The story is a bit more complex, though. Real disk-based systems spend a huge amount of effort trying to increase locality, or the clustering of items likely to be accessed in a cluster. If this effort is successful, then the effective grain size goes up. Caching with prefetching is a particularly effective technique. Modern OS kernels implement prefetching, and so do drives. In fact, when you request a 4K block from a drive, it will usually spend on the order of 10ms seeking to the right track, then 5ms waiting for the disk to spin to the right sector. Given a typical raw transfer rate of 50M/s, that means 250K or so of data will fly past the read head. In a modern disk, all that goes into a cache. Then, when the kernel requests blocks from that range, it gets them immediately.
So, to do a btree efficiently, you have (at least) two choices. You could specify a really large block size, and not worry about the order of blocks on the disk. Another method is to use a small block size, but try hard to cluster nearby blocks. This demands more intelligence when allocating blocks within the file. It's also well known from filesystems that it's hard to avoid fragmentation when the utilization is very high. When there is ample free space, there are more candidates to choose from to try to optimize locality.
Of course, in the read-only case, you can allocate the blocks exactly in traversal order. In this case, 4K blocks are again reasonable. The problem is avoiding fragmentation as you start updating the tree.
David McCusker talks about this a bit in database areas. In it, he suggests 2K blocks, but allocation logic that works in grains of 16K. That's still not good enough (by more than an order of magnitude) if the grains are randomly scattered in the file. Maybe he's doing something else to try to cluster grains; it's not clear to me. But I do believe it is a tricky problem.
The network version is in many ways simpler (this is a relief, because in other important ways it is harder). You don't have to worry about locality, as there really is no such concept. The network latency is the same no matter which block you request. You also don't have to worry as much about utilization, because it's possible to simply skip sending unused byte ranges. Blocks can be variable in size, too, unlike the fixed blocks of disks.

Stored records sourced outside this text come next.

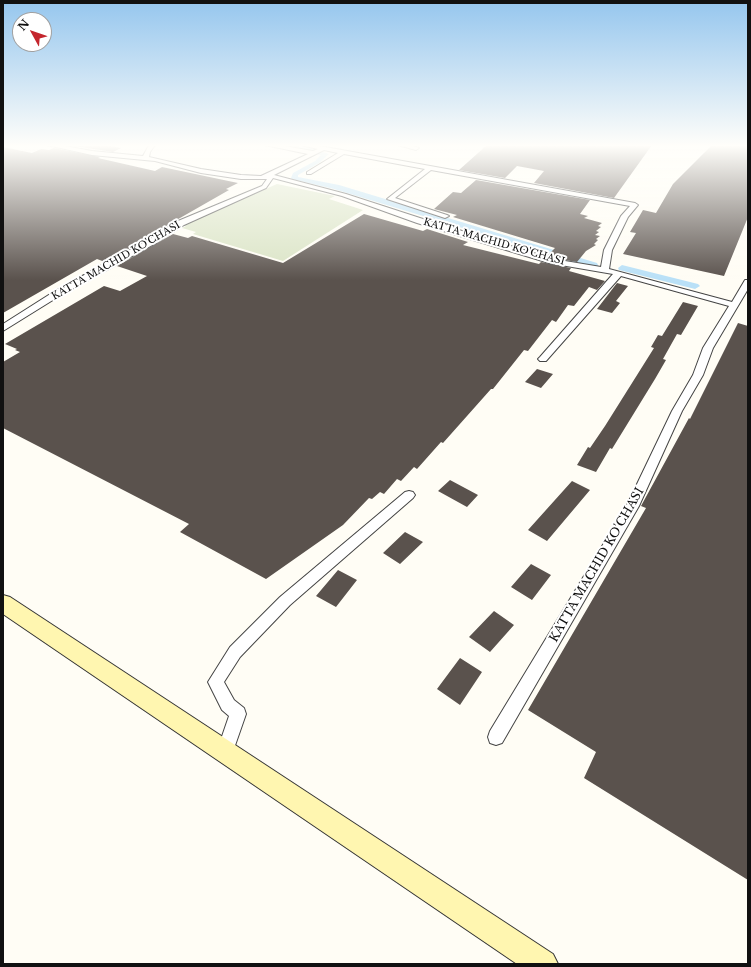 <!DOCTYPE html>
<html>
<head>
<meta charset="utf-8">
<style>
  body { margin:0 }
  #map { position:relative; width:751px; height:967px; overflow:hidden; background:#fffdf5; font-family:"Libre Baskerville",serif }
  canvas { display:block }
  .frame { position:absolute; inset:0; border:4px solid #111; pointer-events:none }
  .north { position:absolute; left:12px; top:12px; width:40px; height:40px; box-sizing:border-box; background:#fff; border:1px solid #a0a0a0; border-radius:50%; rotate:310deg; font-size:11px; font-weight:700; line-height:16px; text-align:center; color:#111 }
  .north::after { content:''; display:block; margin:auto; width:14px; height:18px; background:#c4262e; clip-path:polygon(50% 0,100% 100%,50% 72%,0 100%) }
</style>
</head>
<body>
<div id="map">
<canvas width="751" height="967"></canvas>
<div class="frame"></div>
<div class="north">N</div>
</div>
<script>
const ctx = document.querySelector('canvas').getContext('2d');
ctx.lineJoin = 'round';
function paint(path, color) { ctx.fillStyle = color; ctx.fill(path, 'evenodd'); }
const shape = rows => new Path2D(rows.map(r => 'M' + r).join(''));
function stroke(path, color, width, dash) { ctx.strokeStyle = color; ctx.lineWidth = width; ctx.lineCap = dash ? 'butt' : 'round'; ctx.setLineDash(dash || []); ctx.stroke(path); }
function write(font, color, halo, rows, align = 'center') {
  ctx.font = font + ' "Libre Baskerville",serif'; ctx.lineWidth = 4; ctx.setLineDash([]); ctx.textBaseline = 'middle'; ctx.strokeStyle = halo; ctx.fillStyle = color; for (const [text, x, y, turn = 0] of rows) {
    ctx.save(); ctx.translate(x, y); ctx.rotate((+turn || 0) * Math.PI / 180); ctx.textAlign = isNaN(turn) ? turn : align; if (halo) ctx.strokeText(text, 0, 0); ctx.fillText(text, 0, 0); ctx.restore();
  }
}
const cemetery = shape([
  [277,184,335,196,329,199,363,210,283,261,193,234,196,232,182,228,186,226,184,225]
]);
const canal = shape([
  [282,145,308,147,329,154,319,163,298,175,298,177,339,185,597,263,598,265,597,267,591,267,334,189,292,179,291,178,293,173,315,161,321,155,282,145],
  [622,265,698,284,700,286,695,289,619,270,618,268,622,265]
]);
const building = shape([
  [68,145,104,145,121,148,113,152],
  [487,145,652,145,614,198,534,183,544,171,517,166,505,178,459,170],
  [712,145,748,145,748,217,724,276,623,254,636,233,630,232,643,210,656,213,673,184],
  [3,147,32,153,41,149,49,150,54,148,100,157,98,158,155,171,162,167,238,183,226,189,229,190,159,230,160,231,149,238,105,262,97,259,3,313],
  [476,180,590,200,580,214,588,216,584,218,602,223,598,226,601,227,596,231,599,232,595,235,600,236,596,239,598,240,594,244,596,245,586,251,577,262,553,258,547,256,555,248,453,217,457,215,434,209,453,192,461,193],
  [364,214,423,231,427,229,468,242,463,245,539,264,541,262,571,268,569,271,605,281,597,290,589,287,574,306,568,305,556,322,552,320,528,351,524,350,493,389,491,389,443,443,441,442,417,469,414,467,401,481,397,479,384,494,380,492,372,499,369,498,343,525,266,579,180,532,189,524,3,428,3,362,20,352,15,350,17,349,5,344,104,286,120,291,147,276,117,266,173,234,188,238,192,236,283,263],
  [617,283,628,286,616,301,620,303,612,313,597,309],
  [683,302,698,306,681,335,677,334,663,359,666,360,655,379,612,449,610,448,596,472,577,465,588,447,590,448,605,426,654,348,651,347,658,335,662,336],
  [738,323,748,326,748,880,584,778,596,752,528,710,646,508,641,506,689,418,690,419],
  [537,369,553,374,541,388,525,382],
  [450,480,478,495,467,507,438,491],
  [572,481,590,490,547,541,528,530],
  [405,532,423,542,400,564,383,553],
  [531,564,551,575,532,600,511,587],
  [338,570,357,580,336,607,316,596],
  [494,611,514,625,490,652,469,637],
  [460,658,482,672,460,705,437,689]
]);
const street = shape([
  [47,145,59,145,92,151,143,156,149,145,155,145,150,152,149,157,201,169,241,175,261,176,308,154,265,145,278,145,313,151,318,149,301,145,314,145,635,203,638,205,628,217,612,250,609,269,732,302,745,280,748,280,748,289,713,348,703,375,682,411,639,506,502,743,496,745,490,743,488,737,490,731,627,505,672,411,693,375,703,348,729,306,621,276,546,361,540,361,538,359,540,357,613,274,549,263,417,223,342,196,273,178,266,188,184,225,156,243,61,295,3,331,3,324,55,291,150,239,178,221,262,186,267,179,241,179,201,173,155,161,92,155,47,145],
  [324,150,338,153,307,172,307,174,311,174,344,154,425,169,387,199,445,218,449,216,447,215,395,198,431,170,630,206,621,216,604,250,601,267,553,259,423,219,346,194,274,175,324,150],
  [398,145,410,145,419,148,416,150,398,145],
  [409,491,413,492,415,495,413,498,290,605,240,657,224,682,234,700,244,708,246,714,231,757,225,759,219,757,217,751,229,716,222,710,208,682,230,647,280,597,405,492,409,491]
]);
const secondary = shape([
  [3,595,10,597,553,954,558,964,517,964,3,614,3,595]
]);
const farStreetnames = [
  ["KATTA MACHID KO'CHASI",494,242,16],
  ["KATTA MACHID KO'CHASI",116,261,-30]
];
const streetNames = [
  ["KATTA MACHID KO'CHASI",597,565,-60]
];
paint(cemetery, '#d9e3c4');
paint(canal, '#b9e0f7');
paint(building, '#5a524d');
stroke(street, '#444', 2);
stroke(secondary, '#333', 2);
paint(street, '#fff');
paint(secondary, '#fff6b0');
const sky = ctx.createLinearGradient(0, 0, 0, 280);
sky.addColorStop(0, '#95c6ee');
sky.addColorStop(0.52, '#fffefa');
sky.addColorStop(1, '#fffefa00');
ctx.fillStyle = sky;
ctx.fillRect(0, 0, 751, 280);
write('10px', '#111', '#fff', farStreetnames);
write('12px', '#111', '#fff', streetNames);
</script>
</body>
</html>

As I warned, this analysis is oversimplified. Yet, I think it is useful to understand real performance problems. It gives a lot of insight into the appeal of flat files for mailboxes. At 50M/s, you can grep an entire 250M mailbox in five seconds. A dumb database design, by contrast, may use a hash table to allocate individual messages effectively at random within the file. Thus, if you try to search through the messages in order, each read will take 15ms or so. Five seconds will give you enough time to search 300 messages, consistent with the two orders of magnitude discrepancy between the typical block size of 4K and the optimum grain size of about 500K for disks.
Thus, sophisticated file formats have a danger of creating serious performance problems. But I consider that a quantitative problem, one that yields well to careful analysis and design. To me, those are the most fun!